* EXERCISE DIRECTIONS *
Transcribe the listing below verbatim, omitting pictures.

─── GIVEN DATA ───

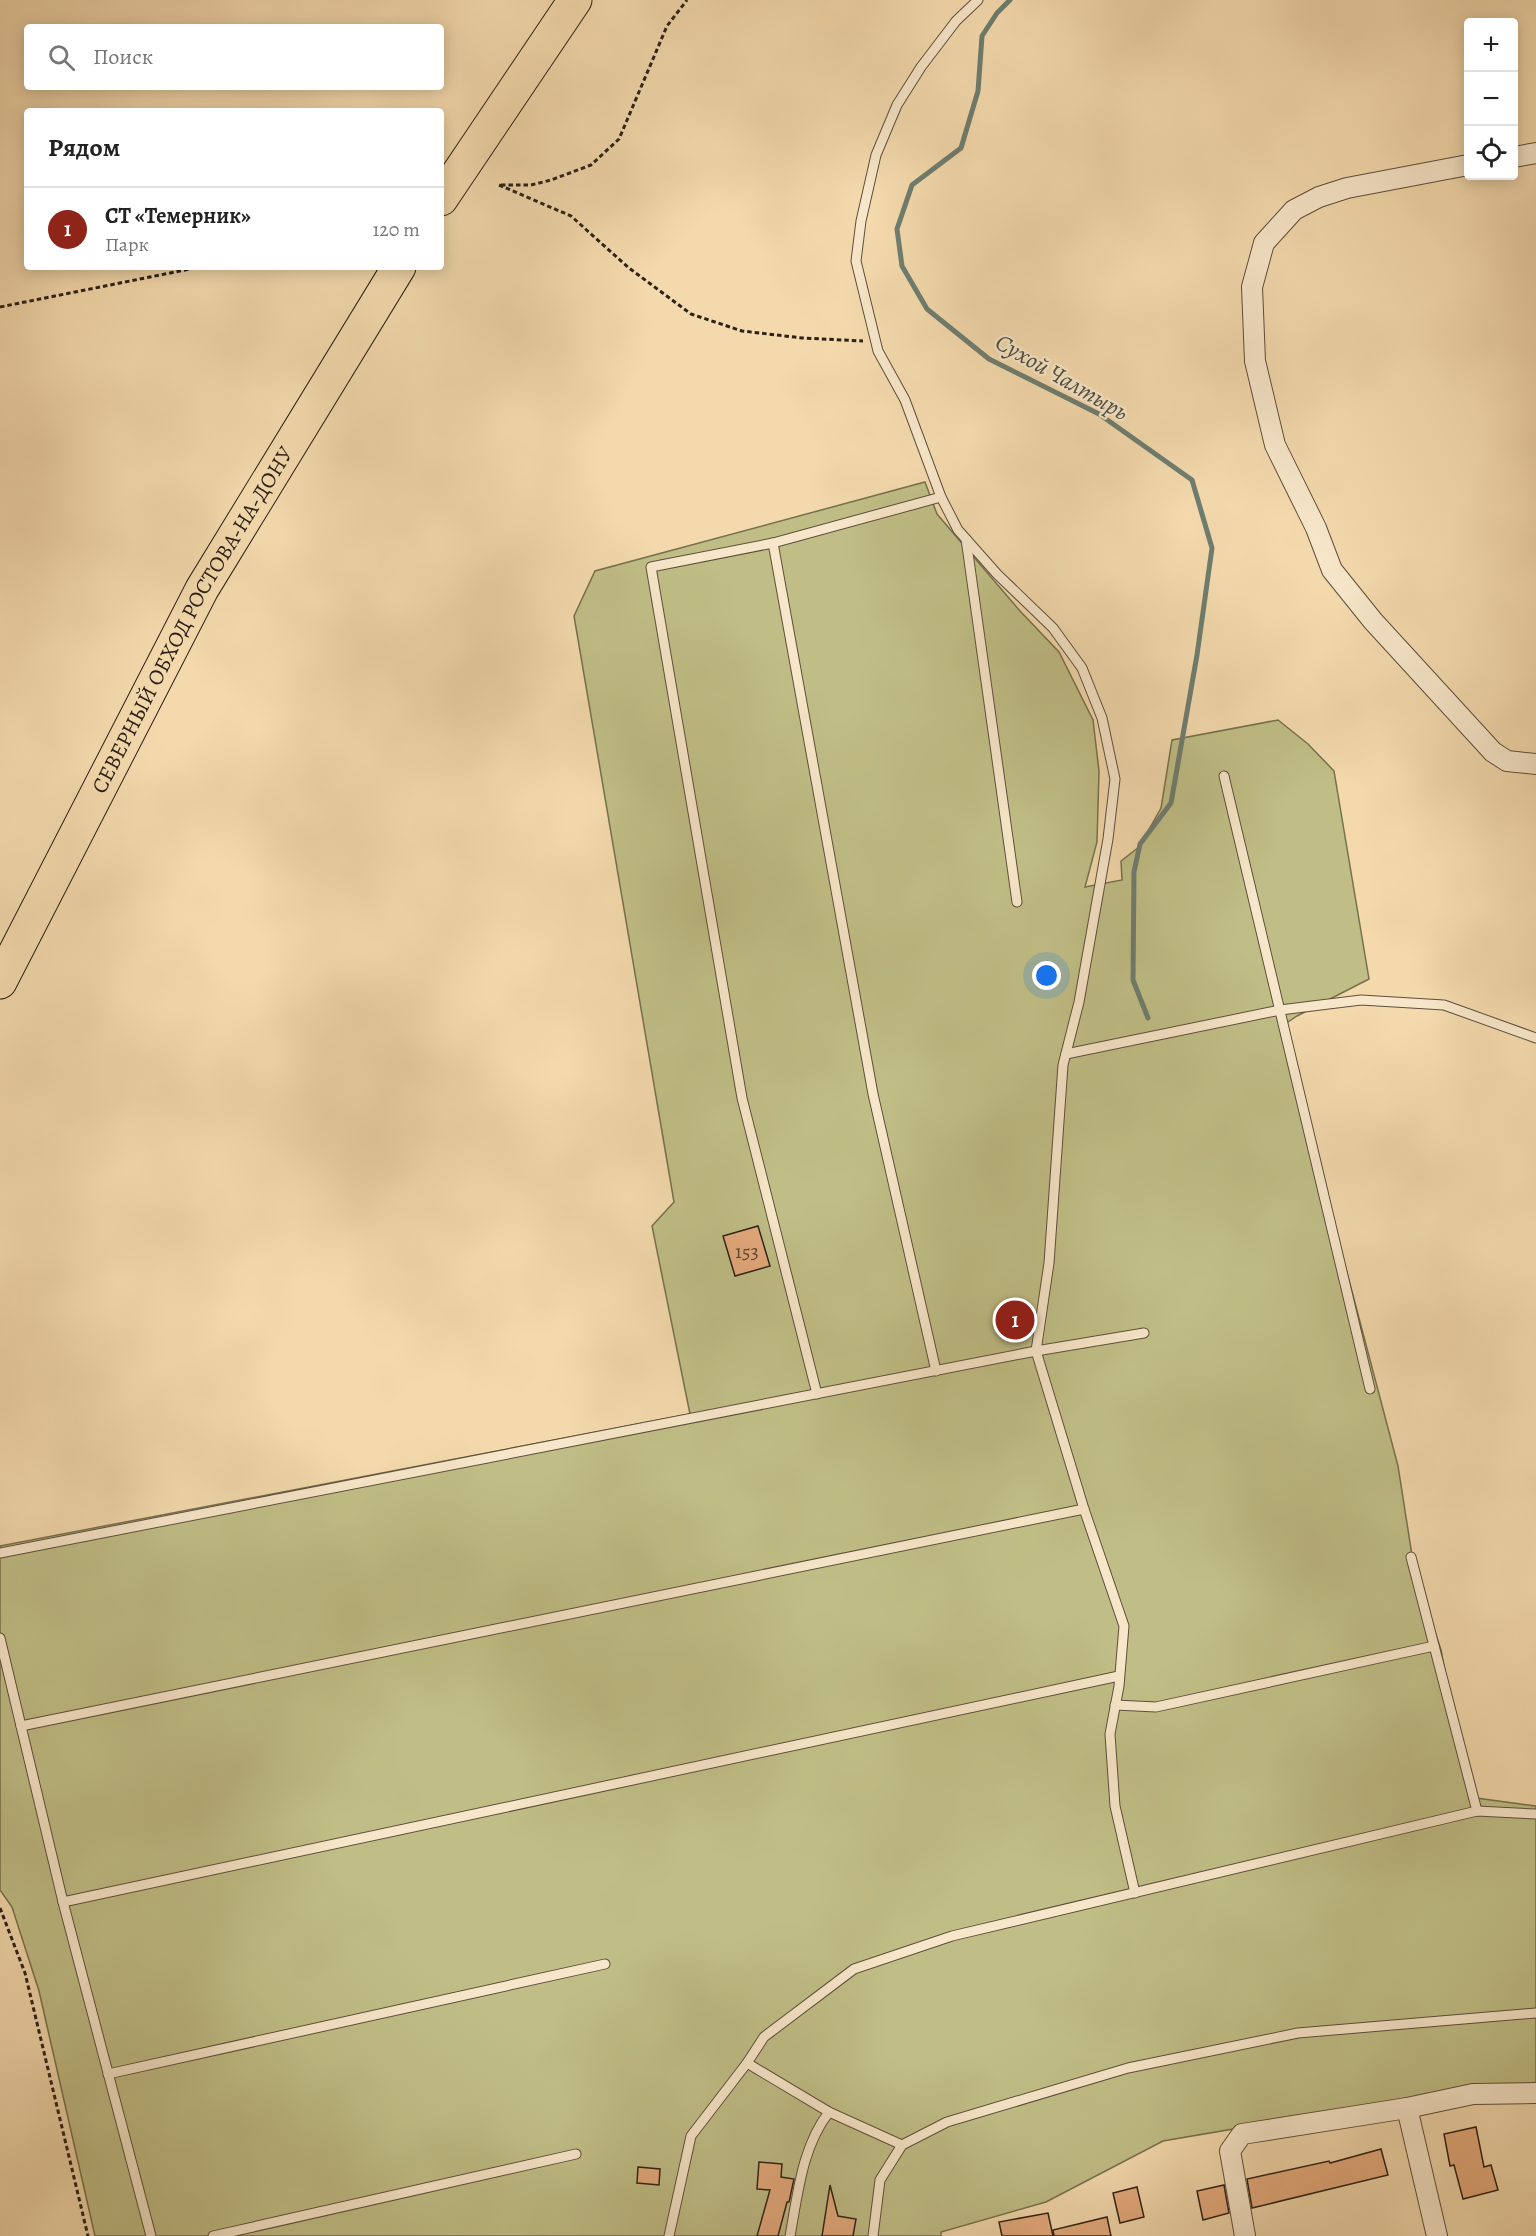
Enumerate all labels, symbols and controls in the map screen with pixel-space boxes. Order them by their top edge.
map controls [1464,18,1518,180]
button: + [1464,18,1518,72]
search box [24,24,444,90]
icon: search [45,41,78,74]
text: Поиск [93,42,153,72]
button: − [1464,72,1518,126]
button: locate [1464,126,1518,180]
text: Рядом [48,130,120,165]
text: СТ «Темерник» [105,201,251,231]
text: 1 [64,216,71,243]
text: 120 m [372,216,420,243]
text: Парк [105,231,149,258]
water label: Сухой Чалтырь [990,326,1134,428]
street label: СЕВЕРНЫЙ ОБХОД РОСТОВА-НА-ДОНУ [84,441,301,799]
your location [1032,961,1061,990]
house number: 153 [735,1238,759,1265]
pin: 1 [996,1298,1034,1342]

───

* SOLUTION BELOW *
Enumerate all labels, symbols and controls in the map screen with pixel-space boxes. Order them by their top edge.
map controls [1464,18,1518,180]
button: + [1464,18,1518,72]
search box [24,24,444,90]
icon: search [45,41,78,74]
text: Поиск [93,42,153,72]
button: − [1464,72,1518,126]
button: locate [1464,126,1518,180]
text: Рядом [48,130,120,165]
text: СТ «Темерник» [105,201,251,231]
text: 1 [64,216,71,243]
text: 120 m [372,216,420,243]
text: Парк [105,231,149,258]
water label: Сухой Чалтырь [990,326,1134,428]
street label: СЕВЕРНЫЙ ОБХОД РОСТОВА-НА-ДОНУ [84,441,301,799]
your location [1032,961,1061,990]
house number: 153 [735,1238,759,1265]
pin: 1 [996,1298,1034,1342]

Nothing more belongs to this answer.